If you’ve ever traveled through Baytown and found yourself on West Texas Avenue, you’ve probably seen Ken Pridgeon’s Memorial Art Gallery “Portrait of a Warrior.” It’s hard to miss the colorful mix of American flags and war paintings outside the building. The real magic though is what’s inside.
Edel Howlin: “If only these paintings could talk!”
Ken Pridgeon:“These paintings do talk. We talk to them.”
The more than 80 larger than life canvas paintings of fallen Texas soldiers cover every single wall space. Measuring 3 feet x 4 feet, each one is hand-painted by Pridgeon a former sign painter and an air force veteran.

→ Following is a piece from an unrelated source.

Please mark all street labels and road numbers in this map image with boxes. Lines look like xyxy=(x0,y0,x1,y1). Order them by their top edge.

“I’m a poor man’s Norman Rockwell and in the backgrounds I depict a little bit of the story of their lives and in Wesley’s case he was a gulf coast fisherman, he was a whitewater rafter and he was a mudder.”
The picture Pridgeon is describing is of Wesley Riggs, a Baytown resident who was killed in Iraq in 2005. Riggs is also the portrait that started the entire gallery two years ago. Once other families saw Riggs, the portrait requests started pouring in.

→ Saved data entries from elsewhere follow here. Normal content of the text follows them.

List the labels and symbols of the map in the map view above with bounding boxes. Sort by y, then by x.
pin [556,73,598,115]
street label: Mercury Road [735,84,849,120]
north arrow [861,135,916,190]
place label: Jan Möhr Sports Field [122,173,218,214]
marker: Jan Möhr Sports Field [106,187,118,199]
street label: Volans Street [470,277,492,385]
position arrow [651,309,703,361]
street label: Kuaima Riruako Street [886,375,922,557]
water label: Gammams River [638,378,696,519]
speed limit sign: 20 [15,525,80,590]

Each painting is different representing the soldier’s personality, something which Pridgeon researches online or talks to the family about. It takes him about four days to paint each portrait, he does it completely free of charge and says it’s for his boys and girls.

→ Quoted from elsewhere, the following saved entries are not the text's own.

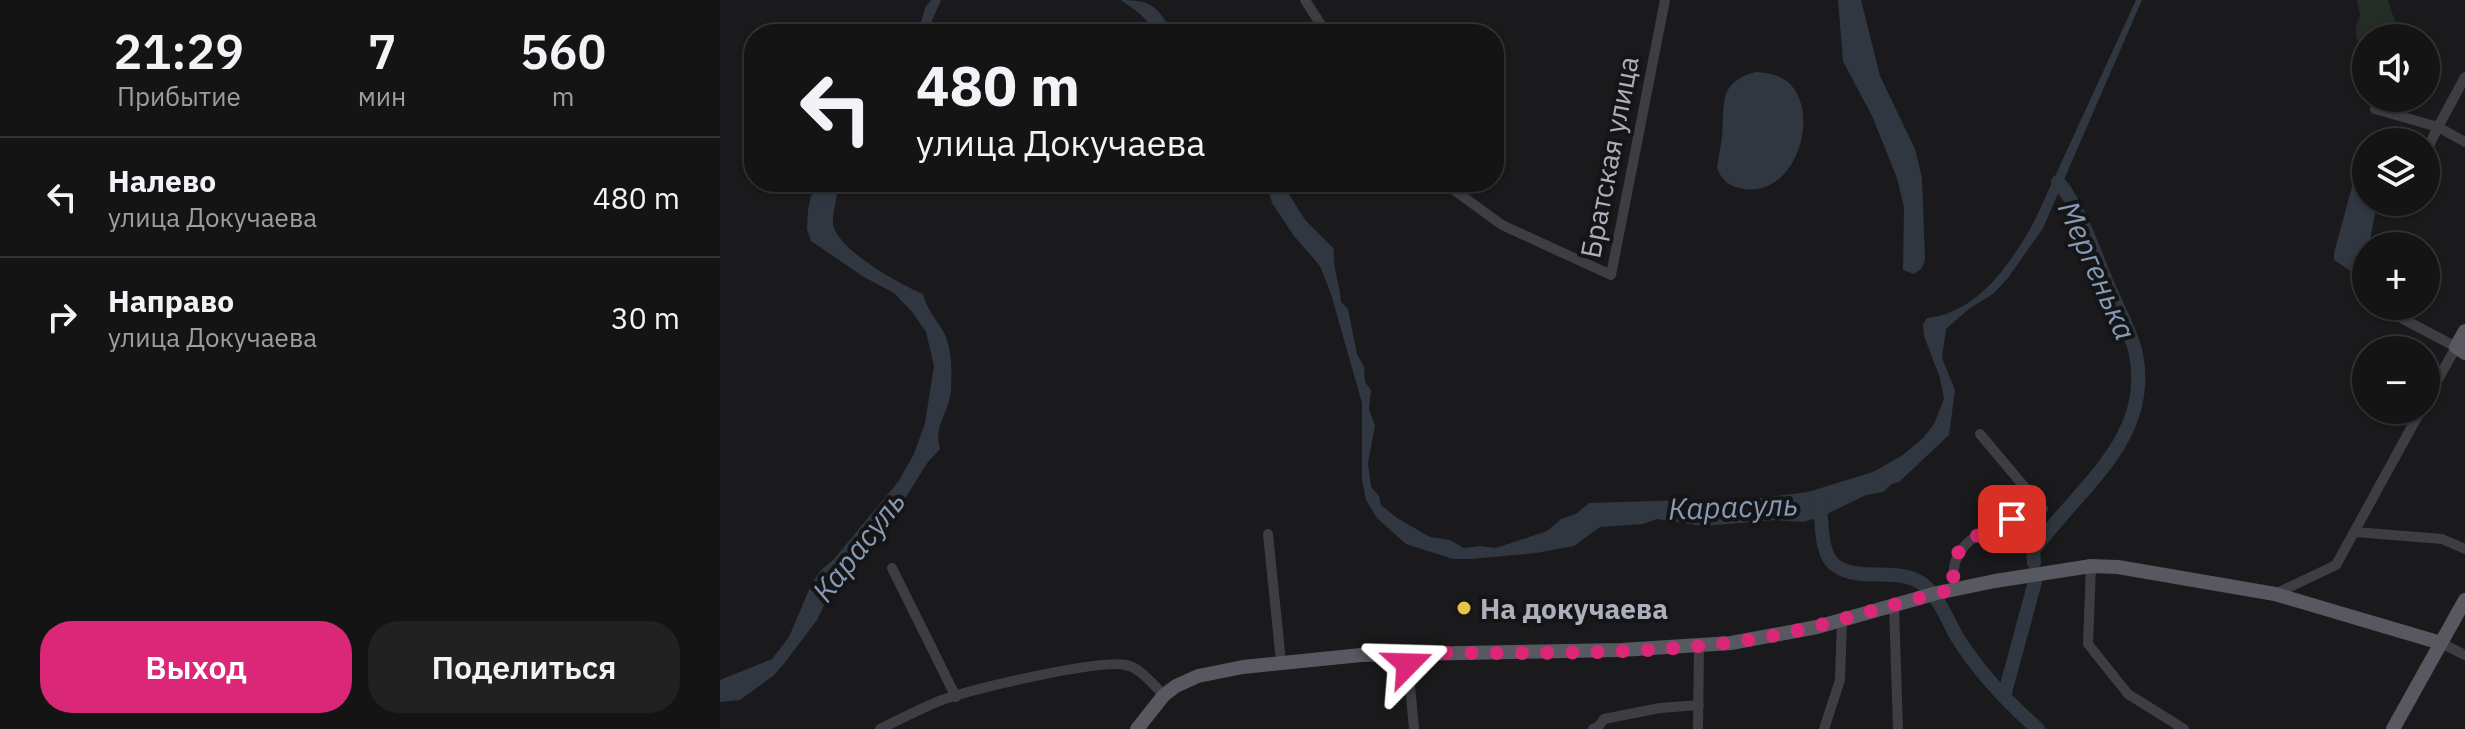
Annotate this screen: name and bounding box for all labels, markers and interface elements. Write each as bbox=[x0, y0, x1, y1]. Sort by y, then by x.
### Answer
text: 21:29 bbox=[114, 20, 244, 82]
text: 7 bbox=[368, 20, 396, 82]
text: 560 bbox=[520, 20, 606, 82]
map controls bbox=[2352, 24, 2440, 424]
button: sound bbox=[2352, 24, 2440, 112]
text: 480 m bbox=[916, 49, 1080, 121]
street label: Братская улица bbox=[1571, 53, 1647, 261]
icon: left bbox=[784, 56, 888, 160]
text: Прибытие bbox=[117, 79, 241, 113]
text: мин bbox=[358, 79, 406, 113]
text: m bbox=[552, 79, 575, 113]
text: улица Докучаева bbox=[916, 119, 1206, 166]
button: layers bbox=[2352, 128, 2440, 216]
text: Налево bbox=[108, 161, 216, 200]
icon: left bbox=[40, 175, 84, 219]
text: 480 m bbox=[593, 178, 680, 217]
water label: Мергенька bbox=[2050, 194, 2146, 346]
text: улица Докучаева bbox=[108, 200, 317, 234]
button: + bbox=[2352, 232, 2440, 320]
text: Направо bbox=[108, 281, 234, 320]
icon: right bbox=[40, 295, 84, 339]
text: 30 m bbox=[611, 298, 680, 337]
text: улица Докучаева bbox=[108, 320, 317, 354]
button: − bbox=[2352, 336, 2440, 424]
water label: Карасуль bbox=[803, 483, 913, 609]
water label: Карасуль bbox=[1668, 484, 1798, 528]
pin bbox=[1978, 485, 2046, 553]
icon: arrive bbox=[1990, 497, 2034, 541]
place label: На докучаева bbox=[1480, 590, 1668, 627]
marker: На докучаева bbox=[1455, 599, 1473, 617]
button: Выход bbox=[40, 621, 352, 713]
button: Поделиться bbox=[368, 621, 680, 713]
position arrow bbox=[1366, 622, 1450, 706]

“If I hadn’t been given this opportunity but I knew that this opportunity exist. I would go and sell everything I owned to just go and purchase a small piece of it.”
As Pridgeon gives a tour of the fallen warriors one name looks familiar, Clay Hunt. Hunt was a former Marine and a member of veteran first responder organization Team Rubicon. His name was mentioned when we interviewed Team Rubicon members earlier this year as they were struggling to come to terms with his suicide.
“Clay was a great guy and he was one of our PTSD boys and Clay was a sniper as you can see. Played the guitar when he was younger and won the Navy Cross, that’s one of the medals displayed on his chest.”
Pridgeon gave an 18 x 24 inch copy of Hunt’s portrait to his parents. Something he does for every parent, wife or husband who visits the gallery.
“People really become emotional. I have people come in one side of the building here and find their son on the wall and they have their cry and we talk about it together, etc. By the time they walk out the other side, they’re laughing and joking. It’s a healing process.”